### What this task involves:
Exactly as given, transcribe each entry that follows.

___ Input for this task

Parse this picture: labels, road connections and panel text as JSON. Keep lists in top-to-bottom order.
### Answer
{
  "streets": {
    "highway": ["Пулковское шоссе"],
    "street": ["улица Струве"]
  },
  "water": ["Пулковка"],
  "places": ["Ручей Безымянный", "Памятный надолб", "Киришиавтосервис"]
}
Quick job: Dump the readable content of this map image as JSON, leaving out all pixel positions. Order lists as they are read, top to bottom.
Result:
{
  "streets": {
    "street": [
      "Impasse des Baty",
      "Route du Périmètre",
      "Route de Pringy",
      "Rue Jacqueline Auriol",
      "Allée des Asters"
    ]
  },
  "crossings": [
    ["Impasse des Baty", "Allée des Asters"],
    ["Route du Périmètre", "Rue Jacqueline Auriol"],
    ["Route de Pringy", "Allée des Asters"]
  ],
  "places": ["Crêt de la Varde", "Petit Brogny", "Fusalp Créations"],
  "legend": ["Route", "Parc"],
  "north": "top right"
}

______

### Task output:
Parse this picture: labels, road connections and panel text as JSON. Keep lists in top-to-bottom order.
### Answer
{
  "streets": {
    "highway": ["Пулковское шоссе"],
    "street": ["улица Струве"]
  },
  "water": ["Пулковка"],
  "places": ["Ручей Безымянный", "Памятный надолб", "Киришиавтосервис"]
}
Quick job: Dump the readable content of this map image as JSON, leaving out all pixel positions. Order lists as they are read, top to bottom.
Result:
{
  "streets": {
    "street": [
      "Impasse des Baty",
      "Route du Périmètre",
      "Route de Pringy",
      "Rue Jacqueline Auriol",
      "Allée des Asters"
    ]
  },
  "crossings": [
    ["Impasse des Baty", "Allée des Asters"],
    ["Route du Périmètre", "Rue Jacqueline Auriol"],
    ["Route de Pringy", "Allée des Asters"]
  ],
  "places": ["Crêt de la Varde", "Petit Brogny", "Fusalp Créations"],
  "legend": ["Route", "Parc"],
  "north": "top right"
}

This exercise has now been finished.